This library provides high-quality Java implementations of mutable and immutable data structures, each sharing a common API and these design principles:

* efficient random access
* efficient inverted indices (all collections other than lists provide an `indexOf` method)
* efficient splitting and merging of collections
* customizable equality semantics
* contiguous memory used wherever possible
* performance equivalent to, or better than, existing alternatives
* changes to a collection can be tracked in a **diff** data structure, which can be subsequently rebased onto a different collection
* [ALPHA] durable (disk-backed) representations which share the API and asymptotic performance of their in-memory counterparts

Rather than using the existing collection interfaces in `java.util` such as `List` or `Map`, it provides its own interfaces (`IList`, `IMap`, `ISet`) that provide functional semantics - each update to a collection returns a reference to a new collection. Each interface provides a method (`toList`, `toMap`, `toSet`) for coercing the collection to a read-only version of the standard Java interfaces.

### what makes this better?

Some aspects of this library, like the inverted indices, diffs, and durable collections, are unique.

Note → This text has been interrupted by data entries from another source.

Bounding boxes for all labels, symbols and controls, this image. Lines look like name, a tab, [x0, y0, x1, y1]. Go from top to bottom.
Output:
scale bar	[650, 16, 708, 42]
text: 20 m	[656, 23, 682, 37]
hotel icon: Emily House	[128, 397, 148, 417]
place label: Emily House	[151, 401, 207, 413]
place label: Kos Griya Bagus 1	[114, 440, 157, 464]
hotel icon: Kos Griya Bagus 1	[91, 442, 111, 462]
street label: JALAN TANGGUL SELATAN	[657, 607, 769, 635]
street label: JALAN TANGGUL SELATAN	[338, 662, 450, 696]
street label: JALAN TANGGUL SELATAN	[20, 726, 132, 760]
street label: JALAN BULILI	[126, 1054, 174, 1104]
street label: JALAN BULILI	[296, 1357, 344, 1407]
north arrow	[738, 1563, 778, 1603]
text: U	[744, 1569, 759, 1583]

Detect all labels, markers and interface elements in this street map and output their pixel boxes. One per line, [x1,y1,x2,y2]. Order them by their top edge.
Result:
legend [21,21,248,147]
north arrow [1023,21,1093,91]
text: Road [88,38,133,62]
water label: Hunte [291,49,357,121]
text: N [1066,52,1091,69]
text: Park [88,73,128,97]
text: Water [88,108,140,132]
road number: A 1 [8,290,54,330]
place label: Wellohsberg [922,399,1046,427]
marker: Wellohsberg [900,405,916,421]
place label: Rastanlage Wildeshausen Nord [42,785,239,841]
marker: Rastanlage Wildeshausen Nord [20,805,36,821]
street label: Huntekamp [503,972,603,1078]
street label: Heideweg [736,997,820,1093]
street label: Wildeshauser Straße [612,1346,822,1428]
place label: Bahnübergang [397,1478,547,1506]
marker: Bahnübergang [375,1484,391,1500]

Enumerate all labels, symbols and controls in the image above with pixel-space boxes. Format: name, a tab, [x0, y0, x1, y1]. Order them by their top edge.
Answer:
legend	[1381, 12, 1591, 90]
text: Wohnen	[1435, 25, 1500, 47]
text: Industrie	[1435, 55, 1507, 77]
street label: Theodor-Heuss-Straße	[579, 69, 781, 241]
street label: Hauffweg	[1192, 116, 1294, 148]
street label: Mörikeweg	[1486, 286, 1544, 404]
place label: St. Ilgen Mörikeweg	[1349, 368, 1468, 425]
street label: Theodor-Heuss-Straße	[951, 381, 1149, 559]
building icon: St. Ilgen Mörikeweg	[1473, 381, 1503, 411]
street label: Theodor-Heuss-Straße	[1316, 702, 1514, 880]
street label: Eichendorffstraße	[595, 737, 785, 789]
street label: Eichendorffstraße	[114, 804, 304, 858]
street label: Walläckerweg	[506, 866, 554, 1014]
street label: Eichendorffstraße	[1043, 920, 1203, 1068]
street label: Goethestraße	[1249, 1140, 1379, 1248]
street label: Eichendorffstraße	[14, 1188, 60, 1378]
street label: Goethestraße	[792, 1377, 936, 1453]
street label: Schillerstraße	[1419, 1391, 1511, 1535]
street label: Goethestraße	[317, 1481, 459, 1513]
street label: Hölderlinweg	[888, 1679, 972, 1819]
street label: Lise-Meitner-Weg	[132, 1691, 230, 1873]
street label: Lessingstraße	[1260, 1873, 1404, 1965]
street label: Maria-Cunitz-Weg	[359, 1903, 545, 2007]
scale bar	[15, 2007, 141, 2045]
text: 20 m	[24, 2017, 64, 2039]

There are, however, many existing implementations of "functional" (aka persistent, immutable) data structures on the JVM. As shown in [these in-depth comparisons](https://github.com/lacuna/bifurcan/blob/master/doc/comparison.md), Bifurcan's performance is equivalent to the best existing implementations for basic operations, and significantly better for batch operations such as `union`, `intersection`, and `difference`.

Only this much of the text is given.